“We spend treasures daily on fantastical sky rockets aimed feebly toward space,” wrote John Steinbeck in a 1961 issue of LIFE magazine. “Meanwhile we know practically nothing of far the greater part of our home planet covered by the sea.”
The famous author was embedded on an unconventional offshore drilling vessel, the CUSS I, part of an extraordinary attempt to drill through Earth’s crust. One of the principal minds behind the endeavor — dubbed “Project Mohole” — was Princeton geology professor Harry Hess *32, a chain-smoking, swaggering personality known for thinking outside the box.
During World War II Hess commanded a Navy ship, the USS Cape Johnson, that used sonar to search for Japanese submarines — readings that he used to map the ocean floor. This process inspired his later research on seafloor spreading that became foundational to plate-tectonics theory. While American aerospace engineers were looking to the stars in competition with Soviet scientists, Hess and other leading oceanographers were contemplating a race to “inner space.”
At a 1957 meeting of the American Miscellaneous Society, an eccentric committee of leading earth scientists who evaluated research proposals over “wine breakfasts,” Hess and oceanographer Walter Munk proposed to drill through the Mohorovičić Discontinuity, the theoretical boundary between Earth’s crust and the mantle beneath, to acquire core samples of the mantle for study.
With Soviet scientists also pursuing a deep drilling project, the National Science Foundation provided a $15,000 grant to begin Project Mohole. The Americans believed they had discovered a shortcut: Though the “Moho” lies 22 miles below the continental landmasses, underneath the ocean, the crust in some places is only 4 miles thick. Still, those 4 miles of rock lay 2.8 miles below the ocean surface. That made the project extremely challenging — perhaps more difficult than landing a man on the moon.
While American aerospace engineers were looking to the stars in competition with Soviet scientists, Hess and other leading oceanographers were contemplating a race to “inner space.”
After CUSS I was launched to drill a few hundred meters beneath the oceanic crust, a leading engineering firm, Brown & Root, was hired to pursue the next phase, and budget estimates surged to about $57 million. Discouraged by the rapidly escalating costs, Congress defunded the project in 1966.
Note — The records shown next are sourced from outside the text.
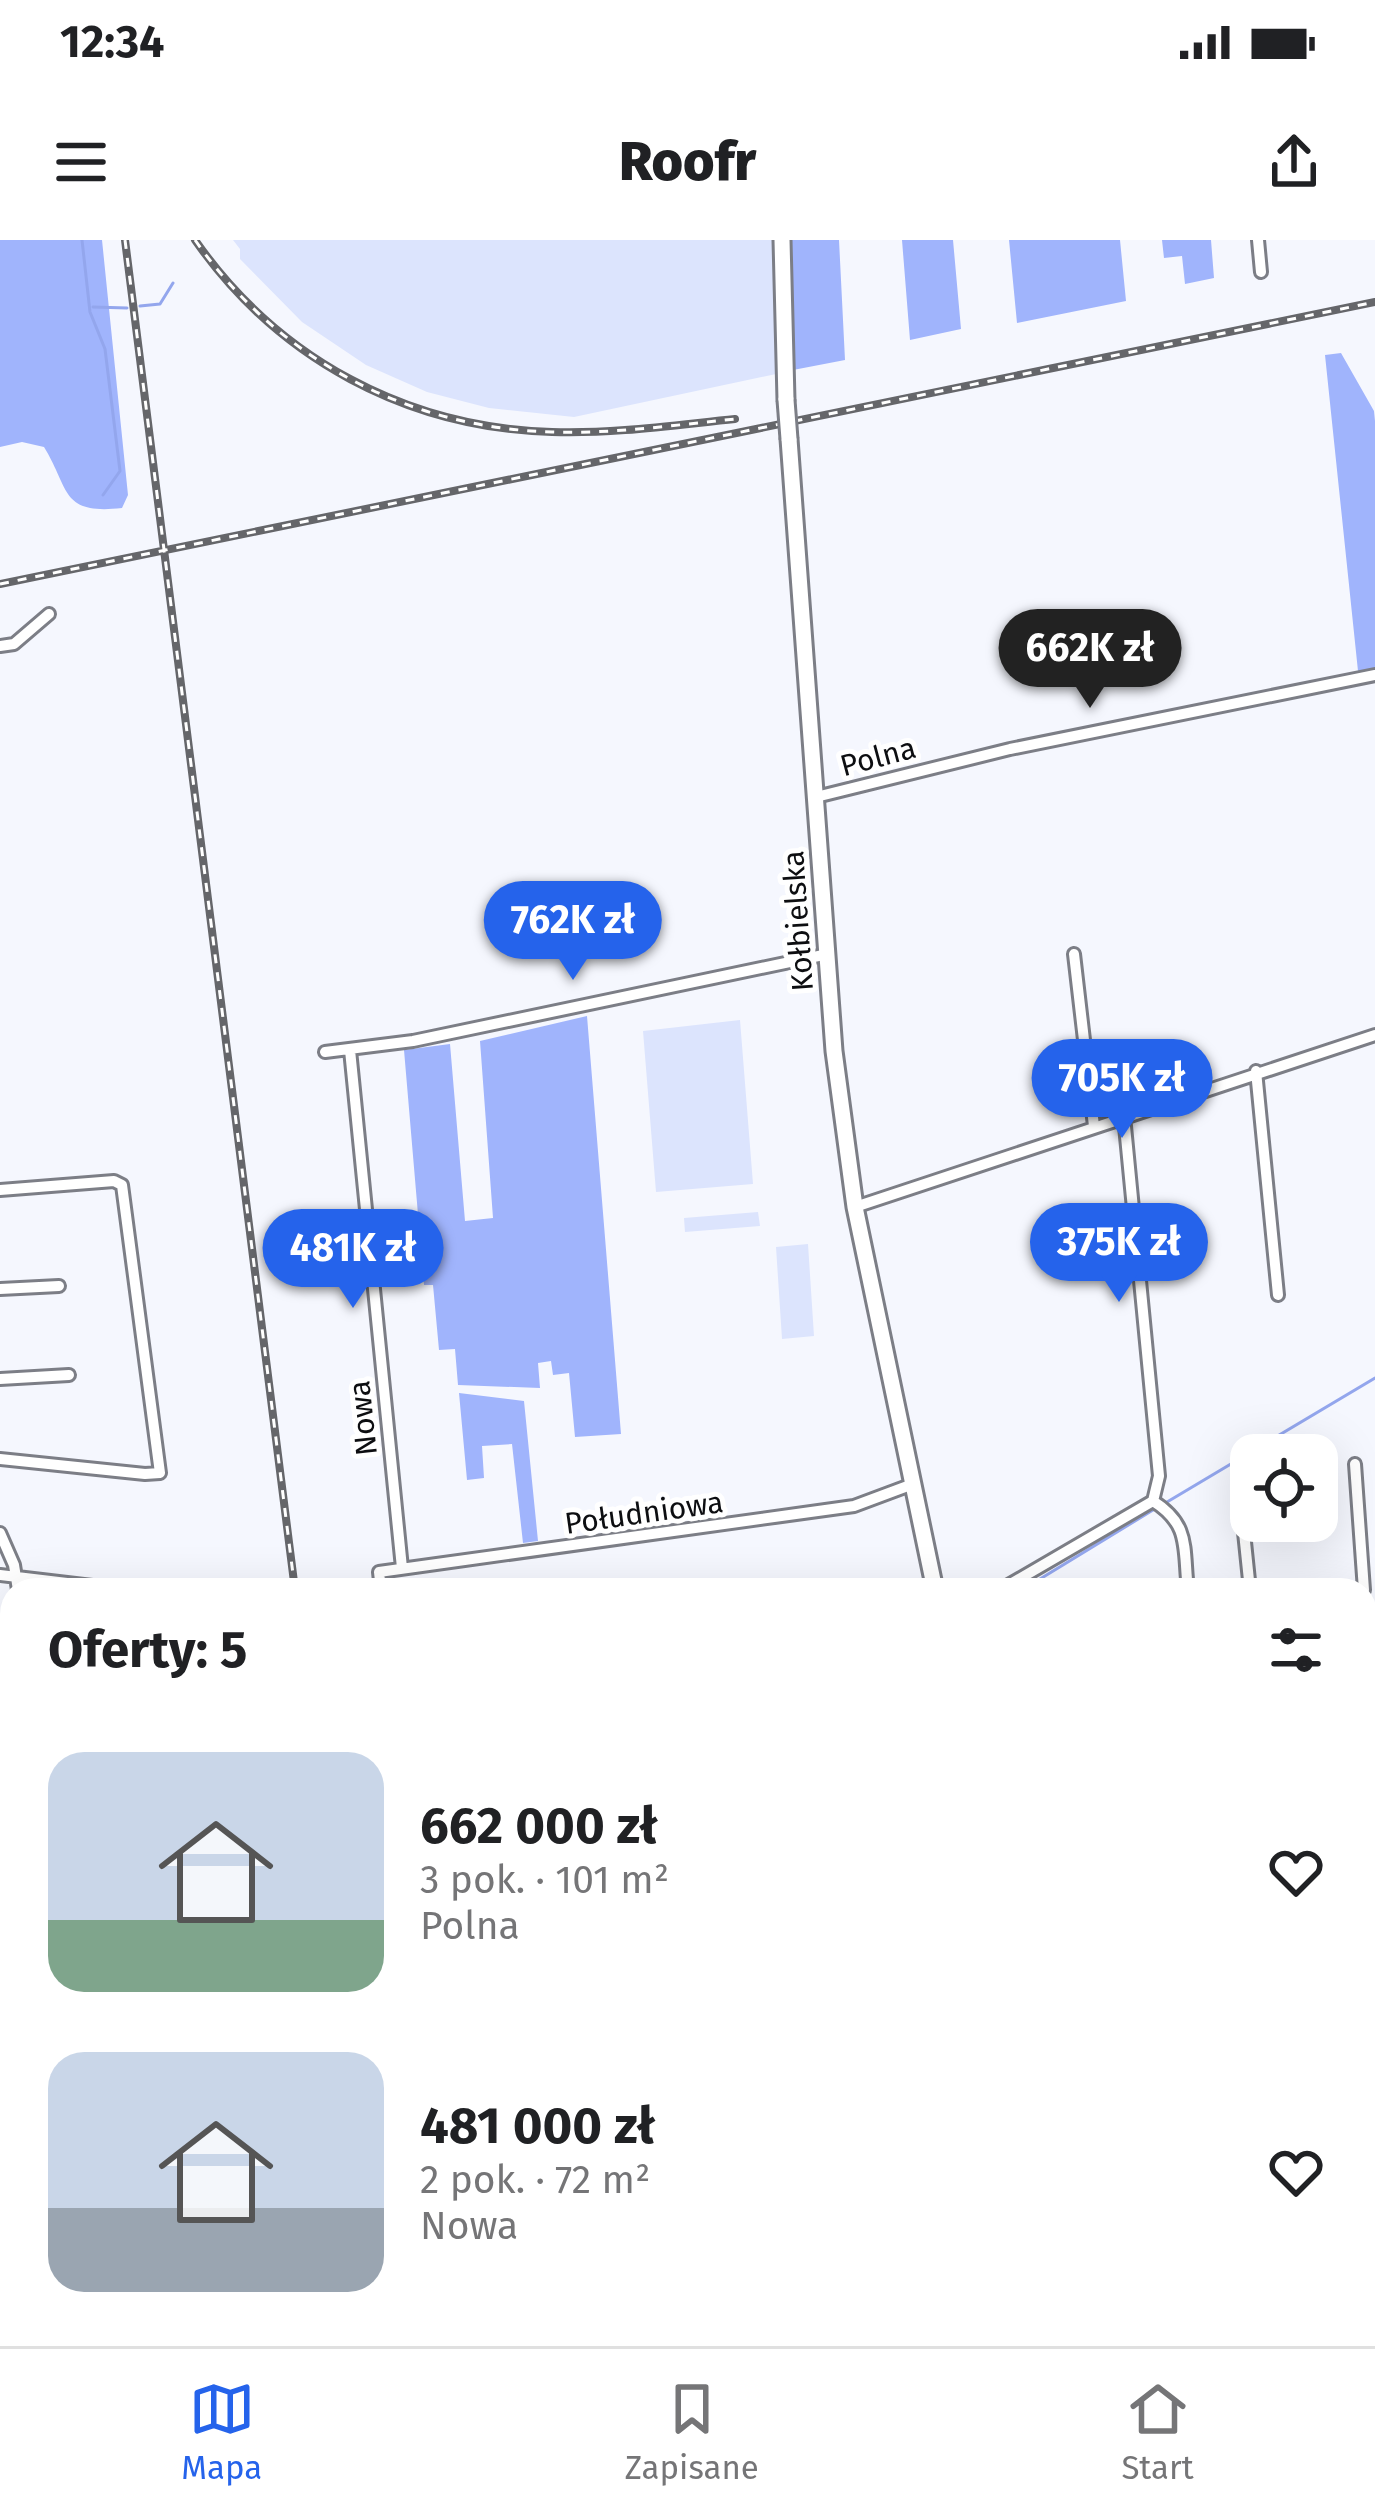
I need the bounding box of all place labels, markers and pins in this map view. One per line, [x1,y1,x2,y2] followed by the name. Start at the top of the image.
[979,609,1201,711] pin: 662K zł
[462,881,684,983] pin: 762K zł
[1011,1039,1233,1141] pin: 705K zł
[1008,1203,1230,1305] pin: 375K zł
[242,1209,464,1311] pin: 481K zł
While the Mohole was never completed, its attempt led to a series of related NSF ocean-drilling programs that have expanded geological knowledge of Earth’s history. And while the U.S. abandoned the quest, the Soviets kept digging. Their Kola Superdeep Borehole, near Norway, eventually extended 7.6 miles below the surface, the deepest man-made hole dug on Earth. Drilling ceased in 1992 because at that depth, the drill bits were melting under the hellish temperatures.
In a 1966 letter to a colleague, Hess wrote, “The demise of the Mohole Project leaves me unhappy but not so discouraged that I am unwilling to start over again. It is too important a scientific project to be relegated to the next decade.”
Though he was the champion of the race to inner space, Hess was also involved in the race to the moon. In future lunar missions, he hoped scientists would investigate questions such as whether the moon had once been volcanic and “washed by seas.” He died in 1969, on the day he chaired a National Academy of Sciences meeting celebrating the success of the first moon landing.